Notable cases at which Shearman presided were the trial of Harold Greenwood at Carmarthen in 1920; of Edith Thompson and Frederick Bywaters; of the murderers of General Henry Wilson at the Central Criminal Court in 1922;  and of John Walter Knowles, also in 1922, for the "Tipton Catastrophe", a factory explosion which killed 19 teenaged girls, and which Shearman described as the worst case of manslaughter he had dealt with.

His role in the Thompson-Bywaters trial has been subject to controversy because of the prejudice he showed towards Edith Thompson, who had been charged as a co-conspirator in the murder of her husband by her lover, Freddy Bywaters.
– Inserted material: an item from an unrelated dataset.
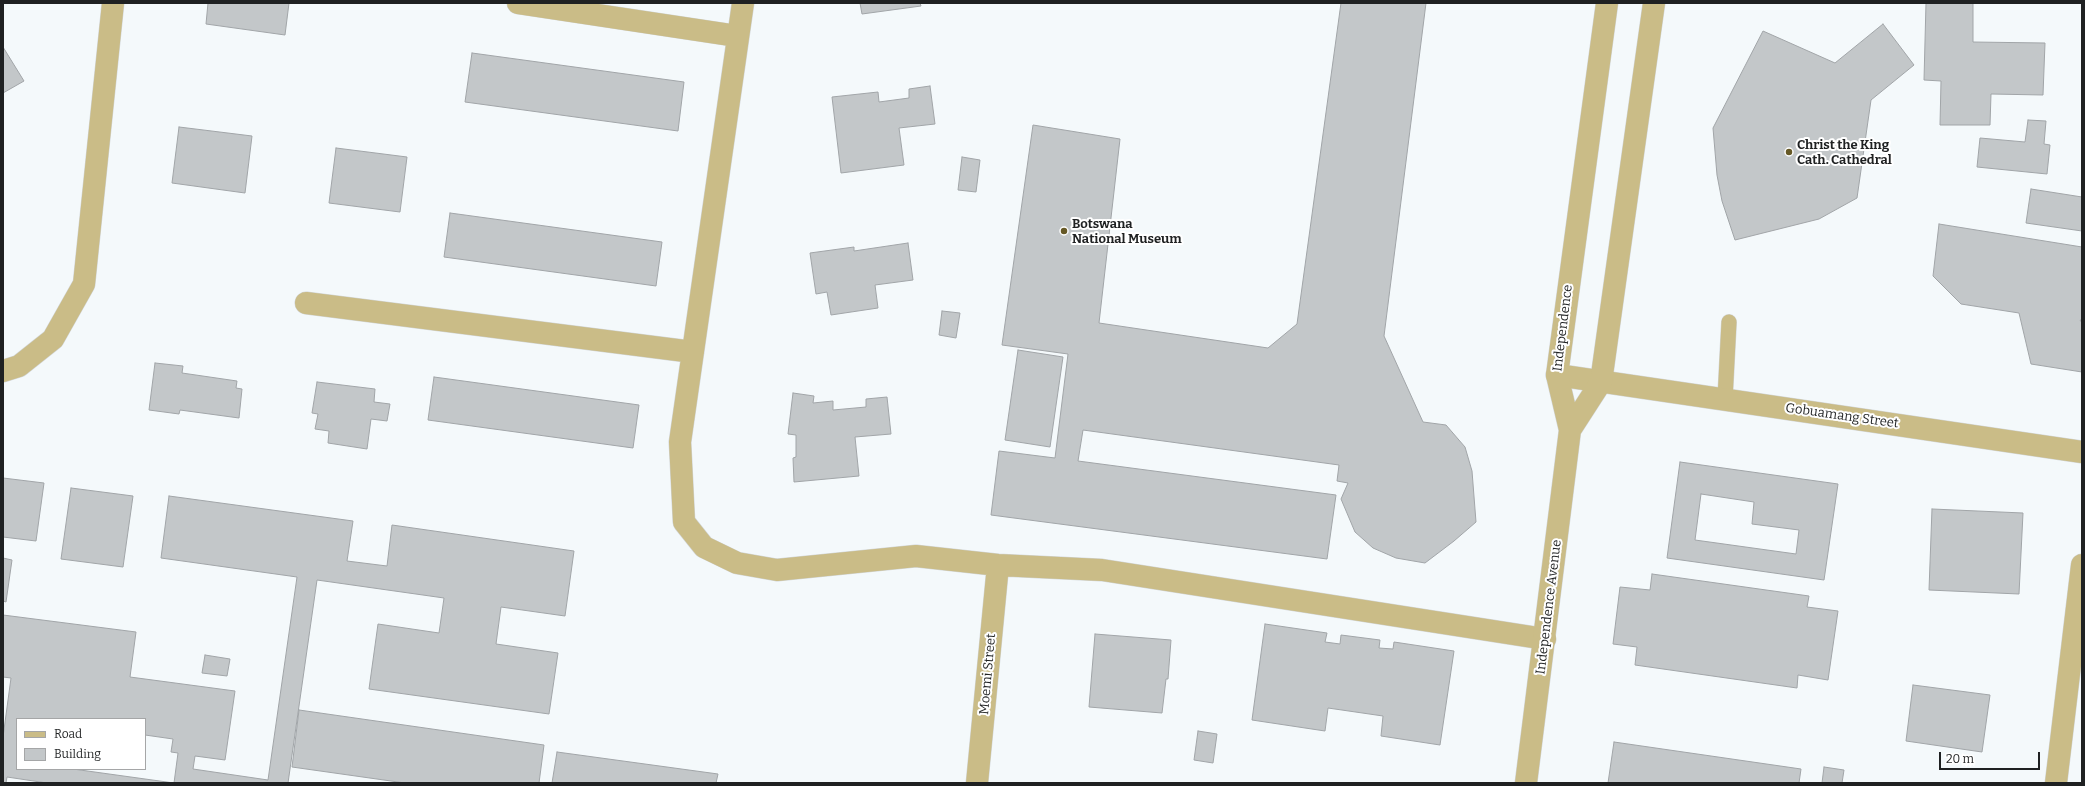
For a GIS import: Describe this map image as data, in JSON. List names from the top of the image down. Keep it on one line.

In his memoirs journalist and politician,  Beverley Baxter, referred to it as only being "in a nightmare that judicial killing was ever countenanced by a supposedly civilised people". He also described the trial as having the atmosphere of "the days of the Roman Empire when the Christians were thrown to the lions". Shearman was unequivocal about his views of the young woman when he told the jurors during his summing up (he would only call them all gentlemen despite there being two women on the jury) what he thought about Thompson's adultery: "I am certain that you, like any other right-minded person, will be filled with disgust at such a notion."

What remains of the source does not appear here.